F: Sicuramente non è un saggio per gli addetti ai lavori. L’idea era quella di fare una guida per chi, tra i 20 e i 60 anni, ogni giorno sta sui social e si ritrova a leggere notizie come shitstorm e linciaggi. SociAbility mira a spiegare i meccanismi che danno vita a queste dinamiche e a dare indicazioni sul come affrontarle.

  • Nel tuo libro suggerisci di sostituire la cancel culture con la compassion culture, ci spieghi con compassion culture che intendi?

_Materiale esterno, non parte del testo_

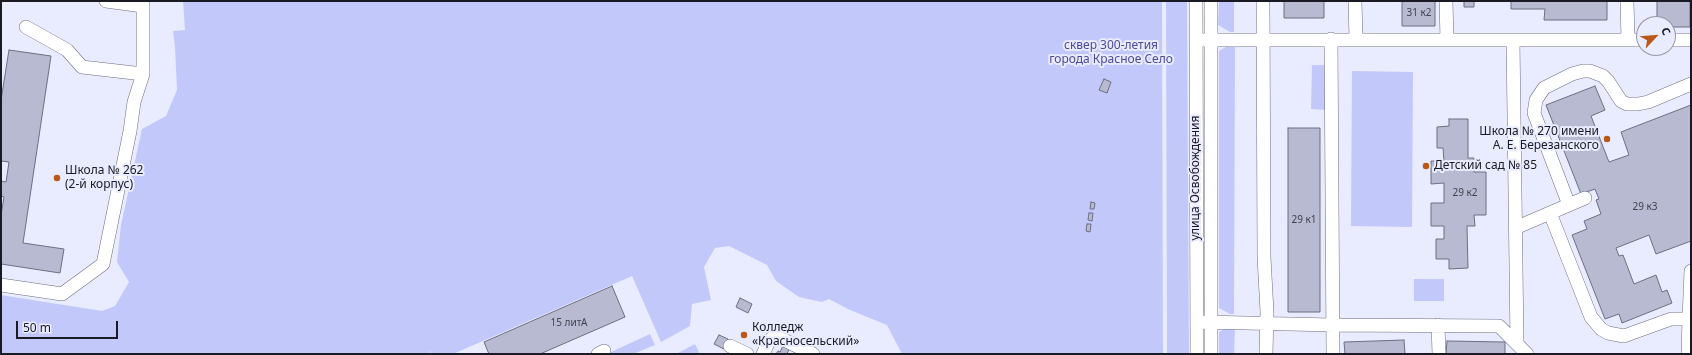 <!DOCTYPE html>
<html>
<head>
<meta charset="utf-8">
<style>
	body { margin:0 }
	#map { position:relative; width:1692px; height:355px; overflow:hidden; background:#e9ebfe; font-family:"Noto Sans",sans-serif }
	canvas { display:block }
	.frame { position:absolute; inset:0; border:2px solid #191a23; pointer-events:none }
	.north { position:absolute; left:1636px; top:16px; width:40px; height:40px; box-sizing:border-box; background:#e9ebfe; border:1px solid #9697a6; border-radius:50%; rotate:64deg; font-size:11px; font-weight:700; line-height:16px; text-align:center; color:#191a23 }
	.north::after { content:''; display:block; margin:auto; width:14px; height:18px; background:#b95818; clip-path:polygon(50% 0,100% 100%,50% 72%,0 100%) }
	.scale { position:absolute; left:16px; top:321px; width:102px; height:18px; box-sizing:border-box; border:2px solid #191a23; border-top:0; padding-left:5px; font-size:12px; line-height:14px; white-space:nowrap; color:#191a23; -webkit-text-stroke:3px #e9ebfe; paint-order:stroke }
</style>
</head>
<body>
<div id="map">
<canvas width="1692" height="355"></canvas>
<div class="frame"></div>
<div class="north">С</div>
<div class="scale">50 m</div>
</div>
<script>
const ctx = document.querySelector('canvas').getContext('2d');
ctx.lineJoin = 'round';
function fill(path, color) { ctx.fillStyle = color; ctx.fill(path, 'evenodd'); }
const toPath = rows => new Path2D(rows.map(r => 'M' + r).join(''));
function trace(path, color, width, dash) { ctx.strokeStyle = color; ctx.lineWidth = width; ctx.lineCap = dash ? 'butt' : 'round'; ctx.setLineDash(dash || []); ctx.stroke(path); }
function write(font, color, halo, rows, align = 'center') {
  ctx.font = font + ' "Noto Sans",sans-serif'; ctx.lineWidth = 4; ctx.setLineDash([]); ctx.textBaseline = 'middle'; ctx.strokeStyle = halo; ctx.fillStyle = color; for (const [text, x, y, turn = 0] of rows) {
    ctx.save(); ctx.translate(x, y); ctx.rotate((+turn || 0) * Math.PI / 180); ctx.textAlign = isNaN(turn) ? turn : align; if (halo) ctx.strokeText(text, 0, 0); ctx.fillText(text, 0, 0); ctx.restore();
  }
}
fill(toPath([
	[183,1,1162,1,1163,354,902,354,887,325,850,310,829,299,822,302,799,297,776,281,767,265,729,246,715,248,704,267,711,300,692,304,690,326,661,342,632,276,453,354,430,354,431,349,429,354,1,354,1,295,102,311,115,306,129,282,117,262,121,225,142,129,166,116,177,90,175,47,173,31,185,30],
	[1166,1,1187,1,1189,354,1167,354],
	[1219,1,1234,1,1234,32,1230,32,1218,25],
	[1231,44,1235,44,1234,314,1230,314,1219,308,1219,51],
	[1312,65,1327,65,1327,110,1311,109],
	[1352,71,1413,72,1412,227,1351,226],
	[1414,279,1444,279,1444,301,1414,301],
	[1230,326,1235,326,1234,354,1219,354,1219,332],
	[650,334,655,345,633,354,612,354,611,352],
	[695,344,700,354,676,354]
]), '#c3c8fa');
const building = toPath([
	[1284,1,1324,1,1324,18,1284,18,1284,1],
	[1402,1,1435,1,1435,26,1402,26,1402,1],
	[1464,1,1474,1,1474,7,1464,7,1464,1],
	[1511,1,1607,1,1607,20,1544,20,1545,9,1511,9,1511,1],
	[1657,1,1690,1,1690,27,1668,27,1668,24,1657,24,1657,1],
	[9,50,51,56,23,243,64,249,60,273,1,264,1,215,4,197,1,196,1,181,6,182,9,162,1,161,1,100,9,50],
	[1104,79,1111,82,1107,93,1099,90,1104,79],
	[1595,86,1605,110,1591,116,1609,162,1629,155,1621,132,1691,105,1691,241,1656,254,1649,235,1616,248,1619,256,1623,255,1634,284,1656,275,1662,292,1667,290,1672,303,1622,323,1619,314,1605,319,1572,235,1587,229,1584,221,1601,214,1596,200,1599,199,1595,189,1581,194,1546,105,1595,86],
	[1449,119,1468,119,1468,158,1474,158,1474,172,1486,172,1486,215,1474,215,1475,226,1467,226,1468,268,1449,269,1449,259,1436,259,1436,239,1444,239,1444,226,1431,226,1431,203,1444,203,1444,183,1431,184,1431,161,1444,161,1443,148,1437,148,1437,127,1449,126,1449,119],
	[1288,128,1320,128,1320,312,1288,312,1288,128],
	[1091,202,1095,203,1094,209,1090,209,1091,202],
	[1089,213,1093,213,1092,221,1088,220,1089,213],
	[1087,224,1091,224,1090,232,1086,231,1087,224],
	[612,286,625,317,540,354,489,354,484,342,612,286],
	[740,298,752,304,748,313,736,307,740,298],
	[719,335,728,339,724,349,714,344,719,335],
	[1404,340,1405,354,1345,354,1344,342,1404,340],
	[1447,341,1505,342,1505,354,1446,354,1447,341],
	[783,346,789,349,787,354,776,354,778,351,780,352,783,346]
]);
fill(building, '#b8bad1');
trace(building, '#6c6e83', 1);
const minor = toPath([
	[106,1,143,6],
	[1196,1,1197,354],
	[1211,1,1211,354],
	[1263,1,1264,257,1267,312,1266,354],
	[1355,1,1356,39],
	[1446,1,1447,40],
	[1627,1,1628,40],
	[26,27,67,50,82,67,143,74],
	[1331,39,1333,354],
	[1196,40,1644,40],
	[1513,40,1517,343],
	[1668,40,1691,40],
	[1569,205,1534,113,1536,100,1544,88,1572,74,1583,71,1590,71,1603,76,1608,81,1621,101,1627,104,1638,104,1648,102,1691,84],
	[1550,213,1591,317,1601,329,1608,333,1624,336,1671,319,1689,319,1691,271],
	[1515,228,1585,198],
	[1,285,62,294,103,264,130,131,134,102,143,74,143,1],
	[1202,322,1333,325,1499,326,1527,354],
	[1438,325,1439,354],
	[730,346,747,354],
	[598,354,604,351],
	[763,354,769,341,773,337,778,337,813,354],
	[1688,354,1689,319,1691,318]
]);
trace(minor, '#6b6d82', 14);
trace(minor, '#fff', 13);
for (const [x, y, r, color] of [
	[1607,139,4,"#b95818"],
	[1426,166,4,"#b95818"],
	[57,178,4,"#b95818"],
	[744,335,4,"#b95818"]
]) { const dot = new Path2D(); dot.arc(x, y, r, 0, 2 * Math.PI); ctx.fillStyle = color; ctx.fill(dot); trace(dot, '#e9ebfe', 1.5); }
write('10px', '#41424e', null, [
	["31 к2",1419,13],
	["29 к2",1465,193],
	["29 к3",1645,207],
	["29 к1",1304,220],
	["15 литА",569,323]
]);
write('12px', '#4b4a99', '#e9ebfe', [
	["сквер 300-летия",1111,46],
	["города Красное Село",1111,60]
]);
write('12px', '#191a23', '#e9ebfe', [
	["Школа № 270 имени",1599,132,"right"],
	["А. Е. Березанского",1599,146,"right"],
	["Детский сад № 85",1434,166],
	["Школа № 262",65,171],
	["(2-й корпус)",65,185],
	["Колледж",752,328],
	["«Красносельский»",752,342]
], 'left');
write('12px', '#191a23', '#e9ebfe', [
	["улица Освобождения",1196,178,-90]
]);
</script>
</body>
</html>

F: Ha un significato spiegabile partendo dal termine compassione. Faccio sempre l’esempio dello zio che, ai pranzi di famiglia, insulta gli zingari. In questo caso si possono assumere vari atteggiamenti. Si può decidere di non andare più ai suoi pranzi, o ancora peggio di non farlo più invitare, oppure si può riuscire a stare assieme a lui, a soffrire con lui. Si può scegliere di confrontarsi ed ascoltarlo per arrivare a capire come nascono certe opinioni e esprimere le proprie. Magari resterà fermo sulle sue idee, ma in ogni caso lo avremo arricchito fornendogli un punto di vista diverso. 

  • A te questo cambiamento piace? O meglio prima? 

F: Sono dell’idea che non ci sia mai stata così tanta informazione fruibile a tutti. Sono ottimista riguardo i futuri orizzonti della comunicazione via social.